** Opening Input data block **
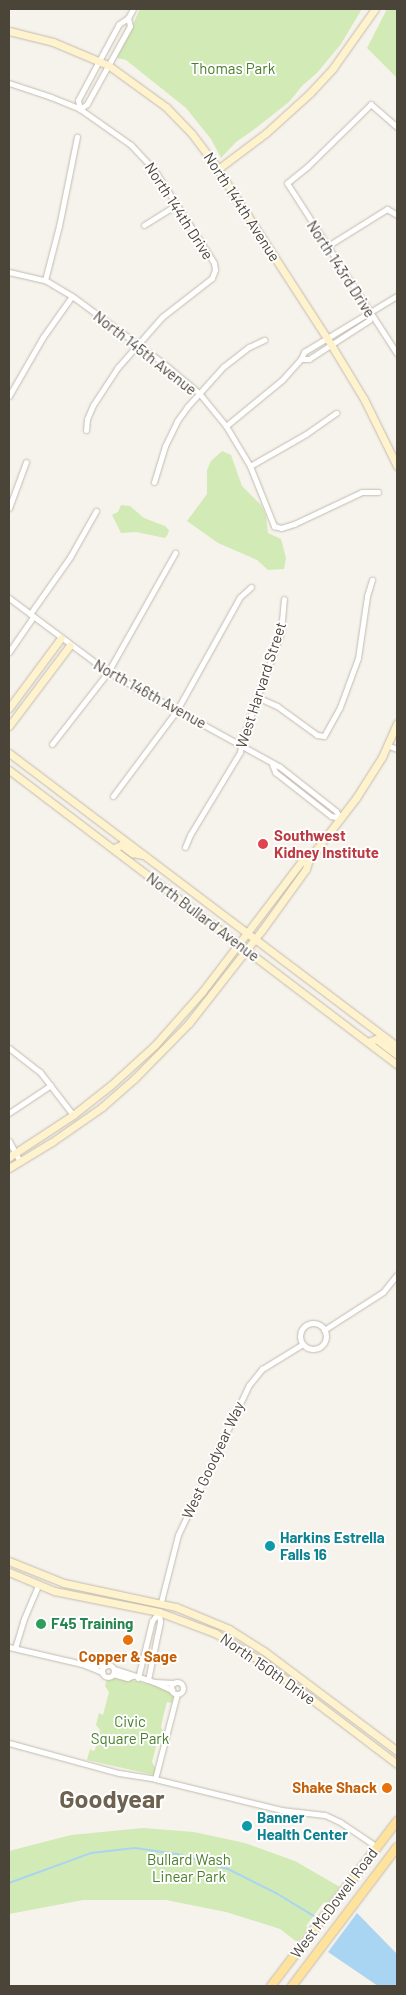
<!DOCTYPE html>
<html>
<head>
<meta charset="utf-8">
<style>
	body { margin:0 }
	#map { position:relative; width:406px; height:1995px; overflow:hidden; background:#f6f3ec; font-family:Barlow,sans-serif }
	div>[style] { position:absolute }
	[style*='--x'] { left:calc(var(--x)*1px); top:calc(var(--y)*1px); width:calc(var(--w)*1px); rotate:calc(var(--a)*1deg) }
	.green>* { inset:0; background:#d2eab5 }
	.water>* { inset:0; background:#a9d4f2 }
	.stream>* { height:2px; margin:-1px; padding:0 1px; transform-origin:1px; border-radius:1px; background:#a9d4f2 }
	.roads { filter:drop-shadow(0 0 1px #c2bbae) drop-shadow(0 0 1px #c2bbae) }
	.street>* { height:5px; margin:-2.5px; padding:0 2.5px; transform-origin:2.5px; border-radius:2.5px; background:#fff }
	.street>.ring { margin:-2.5px; padding:0; box-sizing:content-box; background:none; border:5px solid #fff; border-radius:50% }
	.secondary>* { height:7px; margin:-3.5px; padding:0 3.5px; transform-origin:3.5px; border-radius:3.5px; background:#fff3cd }
	.primary>* { height:8px; margin:-4px; padding:0 4px; transform-origin:4px; border-radius:4px; background:#ffe39c }
	.dots>* { width:14px; height:14px; translate:-50% -50%; box-sizing:border-box; border:2px solid #fff; border-radius:50% }
	span { translate:-50% -50%; white-space:nowrap; text-align:center; line-height:1.15; -webkit-text-stroke:4px #fff; paint-order:stroke }
	.park-label { font-size:15px; color:#4a7f2a }
	.street-label { font-size:15px; color:#4b4439 }
	.health-label { font-size:15px; color:#be3a42; font-weight:700 }
	.left { translate:0 -50%; text-align:left }
	.culture-label { font-size:15px; color:#0d838f; font-weight:700 }
	.leisure-label { font-size:15px; color:#27864d; font-weight:700 }
	.food-label { font-size:15px; color:#c56008; font-weight:700 }
	.right { translate:-100% -50%; text-align:right }
	.town-label { font-size:25px; color:#6e6250; font-weight:700 }
	.frame { position:absolute; inset:0; border:10px solid #4b4439; pointer-events:none }
</style>
</head>
<body>
<div id="map">
	<div class="green">
		<div style="clip-path:polygon(140px 9px,362px 9px,341px 44px,317px 73px,302px 86px,289px 102px,252px 131px,236px 142px,221px 158px,211px 139px,186px 108px,126px 60px,117px 58px)"></div>
		<div style="clip-path:polygon(387px 9px,397px 9px,397px 78px,367px 48px)"></div>
		<div style="clip-path:polygon(222px 451px,231px 455px,242px 486px,261px 505px,266px 516px,268px 533px,281px 539px,286px 558px,284px 569px,268px 570px,257px 560px,218px 543px,187px 521px,207px 494px,207px 470px,211px 461px)"></div>
		<div style="clip-path:polygon(121px 505px,130px 506px,144px 518px,165px 526px,169px 530px,168px 534px,165px 538px,136px 532px,121px 533px,112px 515px,118px 512px)"></div>
		<div style="clip-path:polygon(119px 1677px,165px 1688px,175px 1695px,172px 1703px,167px 1702px,163px 1717px,161px 1727px,164px 1733px,161px 1746px,157px 1743px,152px 1762px,156px 1769px,154px 1775px,87px 1760px,90px 1749px,93px 1751px,95px 1750px,100px 1730px,96px 1725px,99px 1713px,103px 1715px,109px 1692px,105px 1686px,107px 1679px)"></div>
		<div style="clip-path:polygon(143px 1828px,194px 1832px,245px 1843px,295px 1861px,340px 1887px,327px 1904px,324px 1902px,306px 1926px,308px 1928px,297px 1942px,280px 1929px,226px 1912px,166px 1900px,83px 1900px,9px 1914px,9px 1851px,71px 1835px)"></div>
	</div>
	<div class="water">
		<div style="clip-path:polygon(357px 1913px,397px 1954px,397px 1986px,378px 1986px,328px 1952px)"></div>
	</div>
	<div class="stream">
		<div style="--x:9;--y:1883;--w:87;--a:-20.1"></div>
		<div style="--x:91;--y:1853;--w:44;--a:-6.5"></div>
		<div style="--x:135;--y:1848;--w:42;--a:8.1"></div>
		<div style="--x:177;--y:1854;--w:53;--a:16.4"></div>
		<div style="--x:228;--y:1869;--w:54;--a:26.6"></div>
		<div style="--x:276;--y:1893;--w:44;--a:31.2"></div>
	</div>
	<div class="roads">
		<div class="street">
			<div style="--x:128;--y:18;--w:8;--a:76"></div>
			<div style="--x:130;--y:26;--w:89;--a:118.9"></div>
			<div style="--x:87;--y:104;--w:9;--a:144"></div>
			<div style="--x:80;--y:109;--w:9;--a:-103"></div>
			<div style="--x:78;--y:100;--w:86;--a:-61.7"></div>
			<div style="--x:119;--y:24;--w:11;--a:-34"></div>
			<div style="--x:128;--y:18;--w:10;--a:-61"></div>
			<div style="--x:9;--y:83;--w:44;--a:18.4"></div>
			<div style="--x:51;--y:97;--w:31;--a:22"></div>
			<div style="--x:80;--y:109;--w:62;--a:35.2"></div>
			<div style="--x:131;--y:145;--w:35;--a:47"></div>
			<div style="--x:155;--y:171;--w:109;--a:57.3"></div>
			<div style="--x:214;--y:263;--w:7;--a:82"></div>
			<div style="--x:215;--y:270;--w:9;--a:111"></div>
			<div style="--x:212;--y:278;--w:63;--a:142"></div>
			<div style="--x:162;--y:317;--w:67;--a:131.3"></div>
			<div style="--x:118;--y:367;--w:45;--a:123.3"></div>
			<div style="--x:93;--y:405;--w:15;--a:113"></div>
			<div style="--x:87;--y:419;--w:11;--a:95"></div>
			<div style="--x:397;--y:127;--w:35;--a:-139"></div>
			<div style="--x:371;--y:104;--w:88;--a:135.5"></div>
			<div style="--x:308;--y:166;--w:27;--a:141"></div>
			<div style="--x:287;--y:183;--w:203;--a:57.2"></div>
			<div style="--x:144;--y:225;--w:38;--a:-32"></div>
			<div style="--x:326;--y:247;--w:72;--a:-31.9"></div>
			<div style="--x:387;--y:209;--w:12;--a:31"></div>
			<div style="--x:9;--y:272;--w:37;--a:13"></div>
			<div style="--x:45;--y:280;--w:31;--a:31"></div>
			<div style="--x:72;--y:296;--w:113;--a:36.4"></div>
			<div style="--x:163;--y:363;--w:47;--a:39.8"></div>
			<div style="--x:199;--y:393;--w:43;--a:50.7"></div>
			<div style="--x:226;--y:426;--w:47;--a:59"></div>
			<div style="--x:250;--y:466;--w:65;--a:68.2"></div>
			<div style="--x:274;--y:526;--w:7;--a:16"></div>
			<div style="--x:281;--y:528;--w:14;--a:-17"></div>
			<div style="--x:294;--y:524;--w:75;--a:-25.2"></div>
			<div style="--x:362;--y:492;--w:16;--a:0"></div>
			<div style="--x:45;--y:280;--w:56;--a:-75.5"></div>
			<div style="--x:59;--y:226;--w:91;--a:-78.6"></div>
			<div style="--x:301;--y:359;--w:8;--a:0"></div>
			<div style="--x:309;--y:359;--w:72;--a:-33"></div>
			<div style="--x:369;--y:320;--w:6;--a:-81"></div>
			<div style="--x:9;--y:396;--w:68;--a:-60"></div>
			<div style="--x:43;--y:337;--w:50;--a:-54.7"></div>
			<div style="--x:226;--y:426;--w:72;--a:-39.4"></div>
			<div style="--x:282;--y:380;--w:28;--a:-48"></div>
			<div style="--x:301;--y:359;--w:8;--a:-67"></div>
			<div style="--x:304;--y:352;--w:109;--a:-31.1"></div>
			<div style="--x:250;--y:466;--w:64;--a:-29.7"></div>
			<div style="--x:306;--y:434;--w:37;--a:-35"></div>
			<div style="--x:154;--y:482;--w:38;--a:-73"></div>
			<div style="--x:165;--y:446;--w:28;--a:-64"></div>
			<div style="--x:177;--y:421;--w:17;--a:-54"></div>
			<div style="--x:187;--y:407;--w:54;--a:-48"></div>
			<div style="--x:223;--y:367;--w:33;--a:-38"></div>
			<div style="--x:249;--y:347;--w:17;--a:-25"></div>
			<div style="--x:9;--y:508;--w:49;--a:-69.7"></div>
			<div style="--x:9;--y:598;--w:124;--a:36.8"></div>
			<div style="--x:108;--y:672;--w:196;--a:28.9"></div>
			<div style="--x:280;--y:767;--w:71;--a:38.2"></div>
			<div style="--x:336;--y:811;--w:8;--a:60"></div>
			<div style="--x:30;--y:614;--w:70;--a:-54.9"></div>
			<div style="--x:70;--y:557;--w:53;--a:-60.5"></div>
			<div style="--x:9;--y:652;--w:42;--a:-55.6"></div>
			<div style="--x:259;--y:698;--w:20;--a:24"></div>
			<div style="--x:277;--y:706;--w:49;--a:35.9"></div>
			<div style="--x:317;--y:735;--w:7;--a:8"></div>
			<div style="--x:324;--y:736;--w:33;--a:-61"></div>
			<div style="--x:340;--y:707;--w:52;--a:-69.8"></div>
			<div style="--x:358;--y:658;--w:63;--a:-81.7"></div>
			<div style="--x:367;--y:596;--w:17;--a:-73"></div>
			<div style="--x:52;--y:744;--w:91;--a:-52.1"></div>
			<div style="--x:108;--y:672;--w:137;--a:-60.6"></div>
			<div style="--x:387;--y:745;--w:11;--a:22"></div>
			<div style="--x:272;--y:764;--w:9;--a:69"></div>
			<div style="--x:275;--y:772;--w:71;--a:38.2"></div>
			<div style="--x:331;--y:816;--w:9;--a:13"></div>
			<div style="--x:113;--y:796;--w:107;--a:-53.3"></div>
			<div style="--x:177;--y:710;--w:129;--a:-60.9"></div>
			<div style="--x:240;--y:597;--w:15;--a:-42"></div>
			<div style="--x:185;--y:847;--w:13;--a:-67"></div>
			<div style="--x:190;--y:835;--w:97;--a:-58.9"></div>
			<div style="--x:240;--y:752;--w:15;--a:-79"></div>
			<div style="--x:243;--y:737;--w:112;--a:-70.1"></div>
			<div style="--x:281;--y:632;--w:33;--a:-85"></div>
			<div style="--x:9;--y:1048;--w:39;--a:38"></div>
			<div style="--x:40;--y:1072;--w:54;--a:52.5"></div>
			<div style="--x:9;--y:1113;--w:50;--a:-33.7"></div>
			<div style="--x:9;--y:1141;--w:24;--a:62"></div>
			<div class="ring" style="left:300px;top:1323px;width:21px;height:21px"></div>
			<div style="--x:324;--y:1330;--w:70;--a:-32.8"></div>
			<div style="--x:383;--y:1292;--w:22;--a:-51"></div>
			<div style="--x:161;--y:1602;--w:69;--a:-75.8"></div>
			<div style="--x:178;--y:1535;--w:166;--a:-64.7"></div>
			<div style="--x:249;--y:1385;--w:21;--a:-51"></div>
			<div style="--x:262;--y:1369;--w:48;--a:-31.4"></div>
			<div style="--x:9;--y:1647;--w:75;--a:13.1"></div>
			<div style="--x:82;--y:1664;--w:23;--a:5"></div>
			<div style="--x:15;--y:1648;--w:28;--a:-73"></div>
			<div style="--x:23;--y:1621;--w:39;--a:-67"></div>
			<div style="--x:82;--y:1664;--w:22;--a:22"></div>
			<div class="ring" style="left:102px;top:1665px;width:7px;height:7px"></div>
			<div style="--x:114;--y:1669;--w:42;--a:18"></div>
			<div style="--x:154;--y:1682;--w:20;--a:3"></div>
			<div style="--x:113;--y:1674;--w:15;--a:16"></div>
			<div style="--x:127;--y:1678;--w:5;--a:-22"></div>
			<div style="--x:138;--y:1678;--w:59;--a:-76.2"></div>
			<div style="--x:152;--y:1621;--w:11;--a:-52"></div>
			<div style="--x:148;--y:1680;--w:59;--a:-78.3"></div>
			<div style="--x:160;--y:1622;--w:10;--a:-96"></div>
			<div style="--x:154;--y:1682;--w:20;--a:24"></div>
			<div class="ring" style="left:171px;top:1682px;width:7px;height:7px"></div>
			<div style="--x:9;--y:1743;--w:114;--a:15.3"></div>
			<div style="--x:119;--y:1773;--w:36;--a:9"></div>
			<div style="--x:155;--y:1779;--w:130;--a:13.8"></div>
			<div style="--x:281;--y:1810;--w:44;--a:6.5"></div>
			<div style="--x:325;--y:1815;--w:17;--a:25"></div>
			<div style="--x:340;--y:1822;--w:45;--a:34"></div>
			<div style="--x:155;--y:1779;--w:88;--a:-75.5"></div>
		</div>
		<div class="secondary">
			<div style="--x:9;--y:31;--w:45;--a:14"></div>
			<div style="--x:53;--y:42;--w:60;--a:22.7"></div>
			<div style="--x:108;--y:65;--w:72;--a:35.9"></div>
			<div style="--x:166;--y:107;--w:37;--a:46"></div>
			<div style="--x:192;--y:134;--w:35;--a:53"></div>
			<div style="--x:213;--y:162;--w:210;--a:57.1"></div>
			<div style="--x:327;--y:338;--w:71;--a:58.8"></div>
			<div style="--x:364;--y:399;--w:75;--a:63.8"></div>
			<div style="--x:218;--y:169;--w:60;--a:-36.9"></div>
			<div style="--x:266;--y:133;--w:59;--a:-42.3"></div>
			<div style="--x:310;--y:93;--w:34;--a:-47"></div>
			<div style="--x:333;--y:68;--w:72;--a:-54.6"></div>
			<div style="--x:9;--y:708;--w:87;--a:-53.4"></div>
			<div style="--x:9;--y:726;--w:101;--a:-53"></div>
			<div style="--x:9;--y:753;--w:486;--a:37.1"></div>
			<div style="--x:9;--y:770;--w:487;--a:37.2"></div>
			<div style="--x:114;--y:848;--w:8;--a:-23"></div>
			<div style="--x:121;--y:845;--w:14;--a:36"></div>
			<div style="--x:132;--y:853;--w:10;--a:11"></div>
			<div style="--x:368;--y:1042;--w:9;--a:-21"></div>
			<div style="--x:376;--y:1039;--w:26;--a:37"></div>
			<div style="--x:9;--y:1157;--w:77;--a:-33.3"></div>
			<div style="--x:73;--y:1115;--w:48;--a:-38.3"></div>
			<div style="--x:111;--y:1085;--w:59;--a:-42.3"></div>
			<div style="--x:155;--y:1045;--w:71;--a:-48.4"></div>
			<div style="--x:202;--y:992;--w:163;--a:-52.7"></div>
			<div style="--x:301;--y:862;--w:9;--a:-21"></div>
			<div style="--x:9;--y:1168;--w:50;--a:-31.2"></div>
			<div style="--x:52;--y:1142;--w:61;--a:-35"></div>
			<div style="--x:102;--y:1107;--w:43;--a:-41.2"></div>
			<div style="--x:134;--y:1079;--w:78;--a:-45.5"></div>
			<div style="--x:189;--y:1023;--w:118;--a:-51.9"></div>
			<div style="--x:262;--y:930;--w:75;--a:-54.2"></div>
			<div style="--x:306;--y:869;--w:10;--a:-73"></div>
			<div style="--x:309;--y:859;--w:77;--a:-52.4"></div>
			<div style="--x:356;--y:798;--w:49;--a:-57.6"></div>
			<div style="--x:382;--y:757;--w:37;--a:-66"></div>
			<div style="--x:9;--y:1561;--w:59;--a:21.8"></div>
			<div style="--x:64;--y:1583;--w:115;--a:12.1"></div>
			<div style="--x:176;--y:1607;--w:57;--a:22.5"></div>
			<div style="--x:229;--y:1629;--w:41;--a:32.2"></div>
			<div style="--x:264;--y:1651;--w:166;--a:36.9"></div>
			<div style="--x:9;--y:1572;--w:49;--a:22.9"></div>
			<div style="--x:54;--y:1591;--w:107;--a:11.3"></div>
			<div style="--x:159;--y:1612;--w:60;--a:20.6"></div>
			<div style="--x:215;--y:1633;--w:57;--a:31.5"></div>
			<div style="--x:264;--y:1663;--w:167;--a:37.2"></div>
		</div>
		<div class="primary">
			<div style="--x:271;--y:1986;--w:208;--a:-52.6"></div>
			<div style="--x:292;--y:1986;--w:174;--a:-52.9"></div>
		</div>
	</div>
	<div class="dots">
		<div style="left:263px;top:844px;background:#e0444e"></div>
		<div style="left:270px;top:1546px;background:#0f9aa8"></div>
		<div style="left:41px;top:1624px;background:#2e9e5b"></div>
		<div style="left:128px;top:1640px;background:#e8710a"></div>
		<div style="left:387px;top:1788px;background:#e8710a"></div>
		<div style="left:247px;top:1826px;background:#0f9aa8"></div>
	</div>
	<div class="park-label">
		<span style="left:233px;top:69px">Thomas Park</span>
		<span style="left:130px;top:1730px">Civic<br>Square Park</span>
		<span style="left:189px;top:1868px">Bullard Wash<br>Linear Park</span>
	</div>
	<div class="street-label">
		<span style="left:242px;top:207px;rotate:57deg">North 144th Avenue</span>
		<span style="left:179px;top:211px;rotate:57deg">North 144th Drive</span>
		<span style="left:341px;top:269px;rotate:57deg">North 143rd Drive</span>
		<span style="left:145px;top:353px;rotate:38deg">North 145th Avenue</span>
		<span style="left:261px;top:685px;rotate:-72deg">West Harvard Street</span>
		<span style="left:150px;top:694px;rotate:29deg">North 146th Avenue</span>
		<span style="left:203px;top:917px;rotate:37deg">North Bullard Avenue</span>
		<span style="left:213px;top:1460px;rotate:-65deg">West Goodyear Way</span>
		<span style="left:268px;top:1669px;rotate:35deg">North 150th Drive</span>
		<span style="left:334px;top:1903px;rotate:-53deg">West McDowell Road</span>
	</div>
	<div class="health-label">
		<span class="left" style="left:274px;top:844px">Southwest<br>Kidney Institute</span>
	</div>
	<div class="culture-label">
		<span class="left" style="left:280px;top:1546px">Harkins Estrella<br>Falls 16</span>
		<span class="left" style="left:257px;top:1826px">Banner<br>Health Center</span>
	</div>
	<div class="leisure-label">
		<span class="left" style="left:51px;top:1624px">F45 Training</span>
	</div>
	<div class="food-label">
		<span style="left:128px;top:1657px">Copper &amp; Sage</span>
		<span class="right" style="left:377px;top:1788px">Shake Shack</span>
	</div>
	<div class="town-label">
		<span style="left:112px;top:1798px">Goodyear</span>
	</div>
	<div class="frame"></div>
</div>
</body>
</html>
** Closing Input data block **
### What you need to do
Each line above that contains "weight" must be copied out.

### Written response
	.health-label { font-size:15px; color:#be3a42; font-weight:700 }
	.culture-label { font-size:15px; color:#0d838f; font-weight:700 }
	.leisure-label { font-size:15px; color:#27864d; font-weight:700 }
	.food-label { font-size:15px; color:#c56008; font-weight:700 }
	.town-label { font-size:25px; color:#6e6250; font-weight:700 }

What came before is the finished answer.